Wednesday, January 31, 2007

Health plans are in the air in... Pennsylvania

Gov. Rendell (D) has also proposed a new plan early in January to expand health insurance. Part of the plan is the fair share for healthcare model used to target Walmart retooled for small business:
The plan would also make it mandatory for small businesses -- those with fewer than 50 employees -- to provide health care or pay a fair-share assessment of 3 percent.
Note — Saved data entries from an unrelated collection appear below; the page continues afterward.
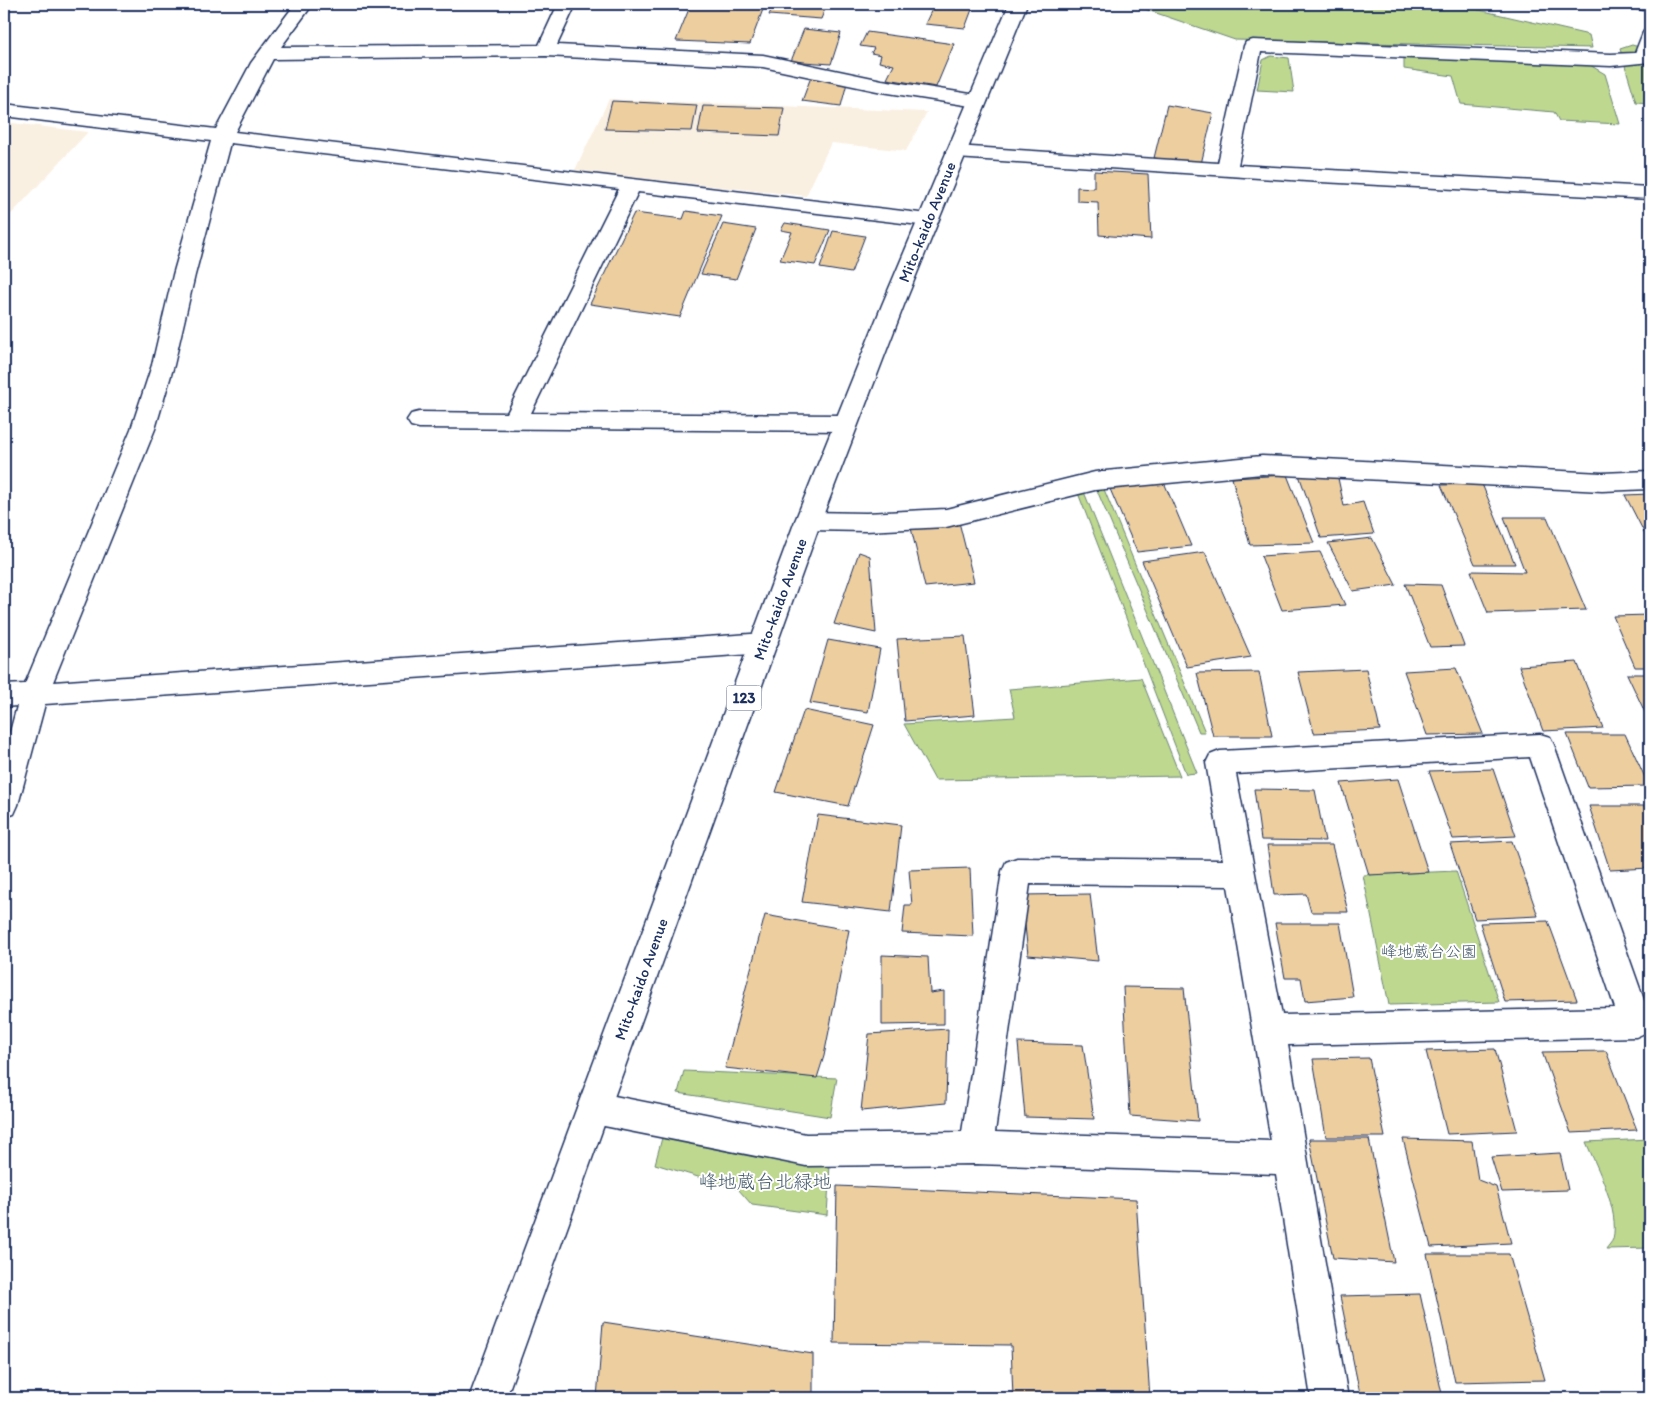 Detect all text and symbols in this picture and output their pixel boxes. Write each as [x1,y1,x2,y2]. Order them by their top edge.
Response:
street label: Mito-kaido Avenue [894,159,960,285]
street label: Mito-kaido Avenue [749,535,811,663]
road number: 123 [726,686,762,710]
street label: Mito-kaido Avenue [610,915,672,1043]
park label: 峰地蔵台公園 [1381,942,1477,961]
park label: 峰地蔵台北緑地 [698,1170,832,1193]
It would be phased in over several years, with the smallest of employers, those with fewer than 10 employees, having to commit last.
Next, he proposes a cap on administrative cost (or floor on premiums going to healthcare):
Rendell proposes that rates for health care be set by an insurance commissioner, with 85 percent of the premium money dedicated to medical care. The remainder could be used for advertising and overhead.
The bulk of the program would be called "Cover All Pennsylvanians" (CAP) and, according to his press release:
Businesses may participate in CAP if they have not offered health care for their employees in the past six months, if they have fewer than 50 employees and if, on average, those employees earn less than the state average annual wage (approximately $39,000). Businesses that choose to join the program will pay approximately $130-per-employee/month and their employees will pay on a sliding scale, ranging from $10 to $70, depending on income.
Governor Rendell said all uninsured Pennsylvanians – no matter the size of their employer – will be able to purchase affordable health insurance through CAP. Every uninsured adult who earns more than 300 percent of the federal poverty level can participate in CAP by paying the full cost of the premium, which will be approximately $280 per month.
Uninsured adults who earn less than 300 percent of the federal poverty level and employees of small businesses whose average wages are lower than the Pennsylvania average will get help paying CAP premiums through discounts and subsidies. For example, a family of four who earns up to $60,000 a year will be eligible for assistance.
The individual mandate will focus only on individual earning more than that level and on employers (who have to "pay or play"), but presumably those beneath that threshold will still have the option not to buy a CAP plan, meaning Rendell's plan will still have more adverse selection costs than medicare for all. Still, the state subsidies will make CAP attractive for even those with relatively low expected costs, so this looks like quite an improvement. It expands coverage without adding too much to the private health insurance system with its high administrative costs.